* _EXERCISE_
In the material below, find every line containing the string "body" and return it.

Segment Open

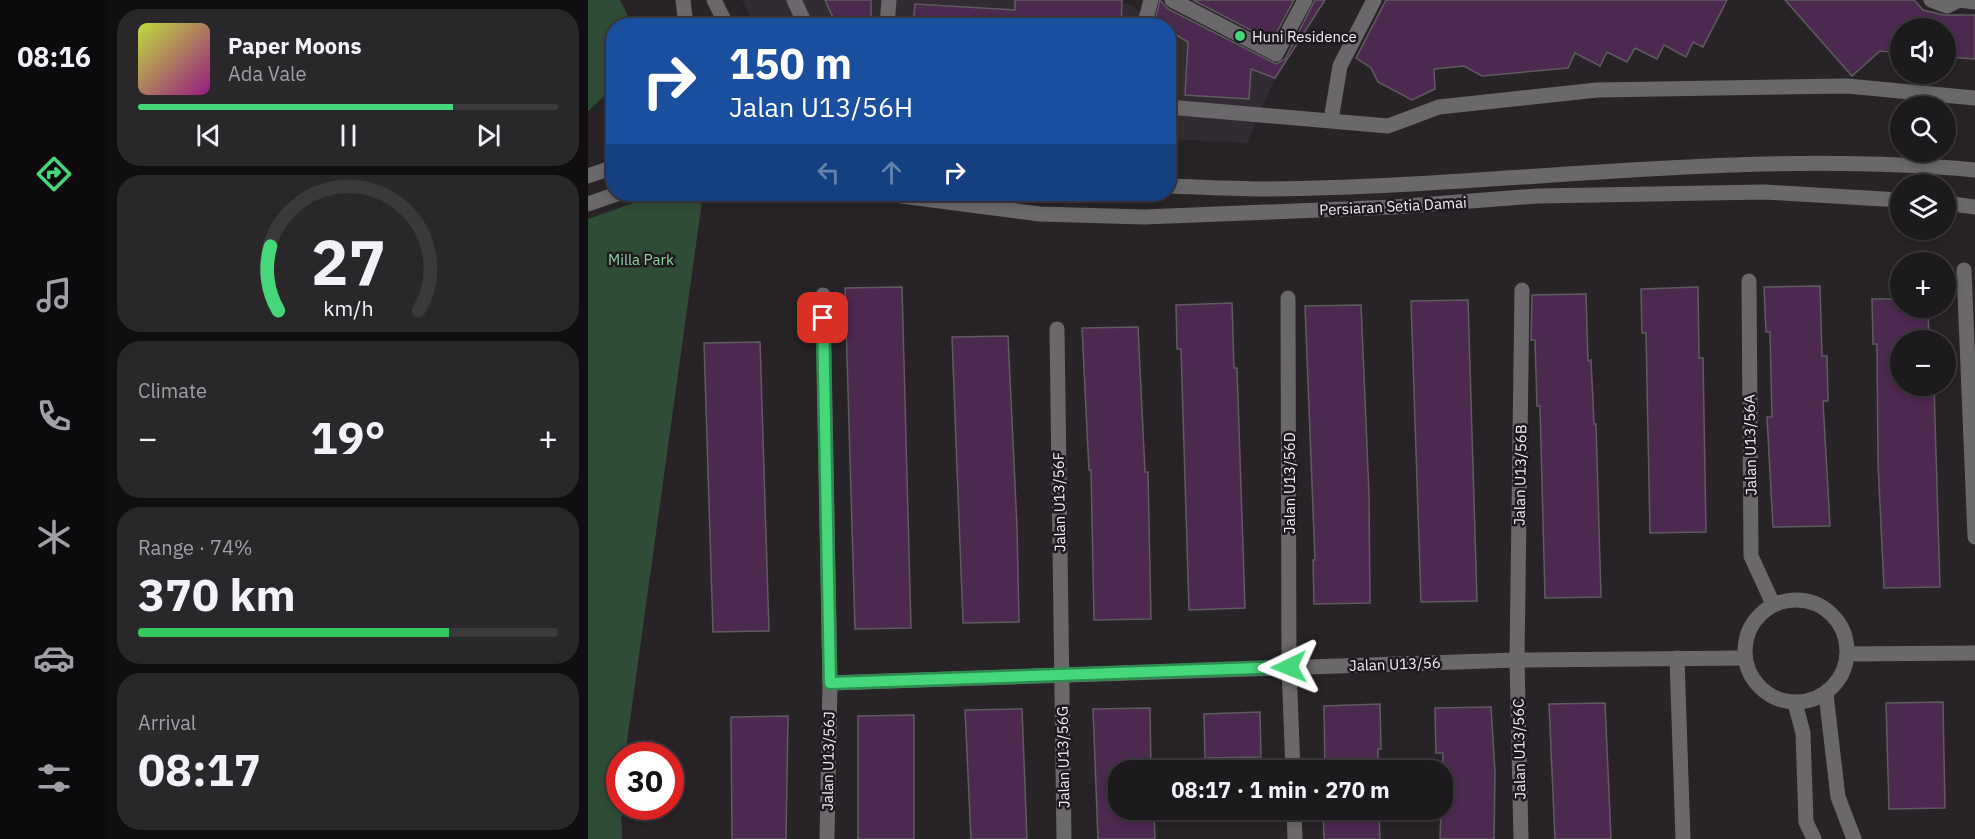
<!DOCTYPE html>
<html lang="en">
<head>
<meta charset="utf-8">
<style>
	:root { --surface:#1d1a1d; --page:#2a272a; --text:#f1f3f6; --muted:#a0a1a4; --line:#3b383b; --accent:#46d77a }
	body { margin:0; font-family:"IBM Plex Sans",sans-serif; background:var(--page); color:var(--text); height:100vh; display:flex; flex-direction:column; font-size:22px; white-space:nowrap }
	* { box-sizing:border-box; margin:0 }
	p { font-size:20px; color:var(--muted) }
	.icon { flex:none; width:33px; height:33px; fill:none; stroke:currentColor; stroke-width:2; stroke-linecap:round; stroke-linejoin:round }
	.map { position:relative; flex:1; overflow:hidden }
	.panel { display:flex; flex-direction:column; gap:9px; padding:9px; background:#100e10; width:480px }
	.panel>* { flex:none }
	.top-card { position:absolute; left:18px; top:18px; width:570px; height:183px; border-radius:24px; box-shadow:0 3px 9px #0003,0 0 0 2px var(--line); background:#1a4fa0; color:#fff; overflow:hidden }
	.fabs { position:absolute; left:1302px; top:18px; display:grid; gap:12px }
	.fabs a { display:grid; place-items:center; width:66px; height:66px; border-radius:50%; background:var(--surface); box-shadow:0 3px 9px #0003,0 0 0 2px var(--line); font-size:30px }
	.speed { position:absolute; left:18px; top:742px; display:flex; gap:12px; font-size:30px; font-weight:700; text-align:center }
	.speed>* { display:grid; place-content:center; width:78px; height:78px; border-radius:50%; background:var(--surface); box-shadow:0 3px 9px #0003,0 0 0 2px var(--line); line-height:1 }
	.speed .limit { border:9px solid #d22; background:#fff; color:#111 }
	.pin { position:absolute; display:grid; place-items:center; width:51px; height:51px; color:#fff; margin:-26px; border-radius:12px; box-shadow:0 3px 9px #0006 }
	.me { position:absolute; width:66px; margin:-33px; rotate:268deg; stroke-linejoin:round; filter:drop-shadow(0 0 4px #0008) }
	.turn { display:flex; align-items:center; gap:21px; height:126px; padding:0 24px; font-size:27px }
	.turn .icon { width:78px; height:78px; stroke-width:2.5 }
	.turn b { display:block; font-size:42px; line-height:51px }
	.lanes { display:flex; align-items:center; height:57px; padding:0 24px; background:#0003; justify-content:center; gap:30px; direction:ltr }
	.lanes .off { opacity:.35 }
	.big { font-size:45px; font-weight:700; line-height:1.1 }
	.panel .tile { flex:1; display:flex; flex-direction:column; justify-content:center; gap:9px; min-width:0; padding:0 21px; border-radius:24px; background:var(--page) }
	.panel .dial { align-items:center; gap:0 }
	.dial svg { height:156px; overflow:visible; fill:none; stroke:var(--line); stroke-width:7; stroke-linecap:round; text-anchor:middle }
	.dial text { fill:var(--text); stroke:none }
	.song { display:flex; align-items:center; gap:18px }
	.cover { width:72px; height:72px; border-radius:9px; background:linear-gradient(135deg,hsl(70 70% 55%),hsl(310 70% 35%)) }
	.played { height:6px; border-radius:3px; background:linear-gradient(90deg,var(--accent) 75%,var(--line) 75%) }
	.keys { display:flex; justify-content:space-around; direction:ltr }
	.heat { display:flex; justify-content:space-between; align-items:center; font-size:33px; direction:ltr }
	.charge { height:9px; border-radius:4px; background:linear-gradient(90deg,#34c759 74%,var(--line) 0) }
	.trip { position:absolute; left:520px; top:760px; width:345px; height:60px; border-radius:24px; background:var(--surface); box-shadow:0 3px 9px #0003,0 0 0 2px var(--line); font-weight:700; line-height:60px; text-align:center }
	main { display:flex; flex:1; min-height:0 }
	.tabs { display:flex; flex-direction:column; width:108px; justify-content:space-around; align-items:center; background:#0c0a0c; color:var(--muted) }
	.tabs .icon { width:42px; height:42px }
	.tabs .selected { color:var(--accent) }
	.tabs b { font-size:27px; color:var(--text) }
	.map>svg:first-child { display:block }
</style>
</head>
<body>
<main>
<nav class="tabs">
<b>08:16</b>
<svg class="icon selected" aria-label="directions" viewBox="0 0 24 24"><path d="M12 3l9 9-9 9-9-9zM9 14v-3h6M13 9l2 2-2 2"/></svg>
<svg class="icon" aria-label="music" viewBox="0 0 24 24"><path d="M9 18V5l10-2v13"/><circle cx="6" cy="18" r="3"/><circle cx="16" cy="16" r="3"/></svg>
<svg class="icon" aria-label="phone" viewBox="0 0 24 24"><path d="M5 4h4l2 5-3 2q2 4 5 5l2-3 5 2v4C11 20 4 13 5 4z"/></svg>
<svg class="icon" aria-label="climate" viewBox="0 0 24 24"><path d="M12 3v18M4 7l16 10M4 17L20 7"/></svg>
<svg class="icon" aria-label="car" viewBox="0 0 24 24"><path d="M5 17H2v-5l4-1 3-4h7l3 4 3 1v5h-3M9 17h6M6 11h13"/><circle cx="7" cy="17" r="2"/><circle cx="17" cy="17" r="2"/></svg>
<svg class="icon" aria-label="filters" viewBox="0 0 24 24"><path d="M4 7h16M4 17h16"/><circle cx="9" cy="7" r="2"/><circle cx="15" cy="17" r="2"/></svg>
</nav>
<section class="panel">
<div class="tile">
<div class="song"><i class="cover"></i><div><b>Paper Moons</b><p>Ada Vale</p></div></div>
<div class="played"></div>
<div class="keys"><svg class="icon" aria-label="previous" viewBox="0 0 24 24"><path d="M18 5L8 12l10 7zM5 5v14"/></svg><svg class="icon" aria-label="pause" viewBox="0 0 24 24"><path d="M8 5v14M16 5v14"/></svg><svg class="icon" aria-label="next" viewBox="0 0 24 24"><path d="M6 5l10 7-10 7zM19 5v14"/></svg></div>
</div>
<div class="tile dial"><svg viewBox="0 0 100 80">
<path d="M14 69A42 42 0 1 1 86 69"/>
<path d="M14 69A42 42 0 0 1 10 36" stroke="#46d77a"/>
<text x="50" y="56" font-size="32" font-weight="700">27</text>
<text x="50" y="72" font-size="11">km/h</text>
</svg></div>
<div class="tile"><p>Climate</p>
<div class="heat"><a>−</a><b class="big">19°</b><a>+</a></div>
</div>
<div class="tile"><p>Range · 74%</p><b class="big">370 km</b><div class="charge"></div></div>
<div class="tile"><p>Arrival</p><b class="big">08:17</b></div>
</section>
<div class="map">
<svg width="1387" height="839" viewBox="0 0 1387 839">
	<rect width="100%" height="100%" fill="#272327"/>
	<g fill="#332b34">
		<path d="M154 0H489L541 4 574 25H166Z"/>
		<path d="M580 30 601 42 687 78 659 143 581 139Z"/>
	</g>
	<g fill="#2f4c36">
		<path d="M0 0H32L39 14 40 25 26 26 25 88 0 111Z"/>
		<path d="M71 194H115L37 756H32L34 839H0V219Z"/>
	</g>
	<g fill="#4c294f" stroke="#605b61" stroke-width="1.5">
		<path d="M237 0H283V26H249Z"/>
		<path d="M427 0H534L533 26H325L327 4 427 10Z"/>
		<path d="M572 0 580 9 688 64 697 59 727 0H737L687 78 663 69 661 99 597 95 600 42 580 30V26L567 21Z"/>
		<path d="M605 0H706L684 41Z"/>
		<path d="M798 0H1139L1115 47 1105 42 1098 57 1076 45 1069 59 1047 48 1039 62 1019 52 1012 66 987 53 980 68 894 76 876 66 846 69 847 89 824 100 790 82 783 68 768 58Z"/>
		<path d="M1197 0H1326L1335 10 1356 15H1387V59L1358 57V28H1312V53L1292 51 1264 76Z"/>
		<path d="M1232 286 1234 356H1239L1240 401H1235L1242 526 1185 527 1179 417H1184L1182 332H1178L1176 287Z"/>
		<path d="M314 287 323 628 267 629 257 288Z"/>
		<path d="M1110 287 1111 358H1115L1118 532 1062 533 1058 333H1054L1053 289Z"/>
		<path d="M998 294 1000 361 1003 360 1006 424H1008L1013 597 957 598 952 406H949L947 340H943L944 295Z"/>
		<path d="M1284 299H1312V308H1340L1341 340H1312V386H1346L1352 587 1296 588 1290 463 1289 344H1285Z"/>
		<path d="M880 300 889 601 833 602 823 301Z"/>
		<path d="M644 303 646 368H649L657 608 601 610 593 349H589L588 305Z"/>
		<path d="M773 305 781 494 782 603 726 604 725 560H727L717 306Z"/>
		<path d="M550 327 557 472H560L563 619 506 620 503 470H501L494 328Z"/>
		<path d="M420 336 429 527 431 622 375 623 364 337Z"/>
		<path d="M172 342 181 631 125 632 116 343Z"/>
		<path d="M1355 702 1357 808 1301 809 1298 703Z"/>
		<path d="M1017 703 1023 839H967L961 704Z"/>
		<path d="M792 704 793 749H790V771H737L736 706Z"/>
		<path d="M903 707 907 772 906 839H852L855 753H848L847 708Z"/>
		<path d="M562 708 563 771H531V810H566L567 839H510L505 709Z"/>
		<path d="M434 709 439 839H383L377 710Z"/>
		<path d="M672 712 673 757 617 758 616 714Z"/>
		<path d="M326 715V839H270V716Z"/>
		<path d="M200 716 198 839H144L143 717Z"/>
		<path d="M735 810H791L792 839H736Z"/>
	</g>
	<g fill="none" stroke-linecap="round" stroke-linejoin="round">
		<g stroke="#6b686b" stroke-width="15">
			<path d="M95 0 98 26"/>
			<path d="M126 0 139 26"/>
			<path d="M206 0 218 26"/>
			<path d="M584 0 688 54 717 0"/>
			<path d="M1343 0 1359 6 1371 0 1387 2"/>
			<path d="M299 26 301 0"/>
			<path d="M556 26 563 0"/>
			<path d="M580 107 800 126 851 107 1009 90 1259 86 1387 98"/>
			<path d="M743 120 752 66 786 0"/>
			<path d="M0 176 26 167"/>
			<path d="M580 186C614 187 647 189 680 189 916 187 1151 148 1387 170"/>
			<path d="M298 194 452 214 556 217 806 207 949 196 1177 192 1312 200"/>
			<path d="M1358 203 1387 207"/>
			<path d="M0 204 29 194"/>
			<path d="M1376 270 1387 537"/>
			<path d="M1161 281 1163 556 1185 604"/>
			<path d="M235 295 242 683 239 839"/>
			<path d="M700 298 701 667 705 771"/>
			<path d="M469 329 476 839"/>
			<circle cx="1208" cy="651" r="51"/>
			<path d="M1260 654 1387 653"/>
			<path d="M1089 658 1095 839"/>
			<path d="M242 683 929 660 1157 658"/>
			<path d="M1238 694 1250 797 1266 839"/>
			<path d="M1207 703 1215 733 1218 822 1226 839"/>
			<path d="M706 810 707 839"/>
			<path d="M933 839 929 660 934 290"/>
		</g>
	</g>
	<g fill="none" stroke-linecap="round" stroke-linejoin="round">
		<defs>
			<path id="route" d="M235 318 242 683 701 667"/>
		</defs>
		<use href="#route" stroke="#2e8c4f" stroke-width="15"/>
		<use href="#route" stroke="#46d77a" stroke-width="10"/>
	</g>
	<circle fill="#46d77a" stroke="#1e191e" stroke-width="2" cx="652" cy="36" r="6"/>
	<g text-anchor="middle" dominant-baseline="central" stroke-width="5" stroke-linejoin="round" paint-order="stroke">
		<g font-size="15" fill="#f2eff2" stroke="#1e191e" text-anchor="start">
			<text x="664" y="36">Huni Residence</text>
		</g>
		<g font-size="15" fill="#f2eff2" stroke="#1e191e">
			<text transform="translate(805 206) rotate(-3)">Persiaran Setia Damai</text>
			<text transform="translate(1162 445) rotate(-91)">Jalan U13/56A</text>
			<text transform="translate(932 475) rotate(-89)">Jalan U13/56B</text>
			<text transform="translate(701 483) rotate(-90)">Jalan U13/56D</text>
			<text transform="translate(471 502) rotate(-91)">Jalan U13/56F</text>
			<text transform="translate(807 664) rotate(-2)">Jalan U13/56</text>
			<text transform="translate(931 749) rotate(-91)">Jalan U13/56C</text>
			<text transform="translate(475 757) rotate(-91)">Jalan U13/56G</text>
			<text transform="translate(240 761) rotate(-89)">Jalan U13/56J</text>
		</g>
		<g font-size="15" fill="#8cd69f" stroke="#1e191e">
			<text x="53" y="259">Milla Park</text>
		</g>
	</g>
</svg>
<div class="fabs">
<a><svg class="icon" aria-label="sound" viewBox="0 0 24 24"><path d="M4 9h4l5-4v14l-5-4H4zM17 9q2 3 0 6"/></svg></a>
<a><svg class="icon" aria-label="search" viewBox="0 0 24 24"><circle cx="10" cy="10" r="6"/><path d="M15 15l6 6"/></svg></a>
<a><svg class="icon" aria-label="layers" viewBox="0 0 24 24"><path d="M12 4l9 5-9 5-9-5zM3 14l9 5 9-5"/></svg></a>
<a>+</a>
<a>−</a>
</div>
<div class="speed"><div class="limit">30</div></div>
<div class="pin" style="left:235px;top:318px;background:#d93025"><svg class="icon" aria-label="arrive" viewBox="0 0 24 24"><path d="M6 21V4h12l-3 4 3 4H6"/></svg></div>
<svg class="me" style="left:701px;top:667px" viewBox="-20 -20 40 40"><path d="M0-17L14 15 0 8-14 15z" fill="#46d77a" stroke="#fff" stroke-width="4"/></svg>
<div class="trip">08:17 · 1 min · 270 m</div>
<div class="top-card">
<div class="turn"><svg class="icon" aria-label="right" viewBox="0 0 24 24"><path d="M7 20v-9h11M14 6l5 5-5 5"/></svg><div><b>150 m</b>Jalan U13/56H</div></div>
<div class="lanes"><svg class="icon off" aria-label="left" viewBox="0 0 24 24"><path d="M17 20v-9H6M10 6l-5 5 5 5"/></svg><svg class="icon off" aria-label="ahead" viewBox="0 0 24 24"><path d="M12 20V5M6 11l6-6 6 6"/></svg><svg class="icon" aria-label="right" viewBox="0 0 24 24"><path d="M7 20v-9h11M14 6l5 5-5 5"/></svg></div>
</div>
</div>
</main>
</body>
</html>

Segment Closed

* _ANSWER SECTION_
	body { margin:0; font-family:"IBM Plex Sans",sans-serif; background:var(--page); color:var(--text); height:100vh; display:flex; flex-direction:column; font-size:22px; white-space:nowrap }
<body>
</body>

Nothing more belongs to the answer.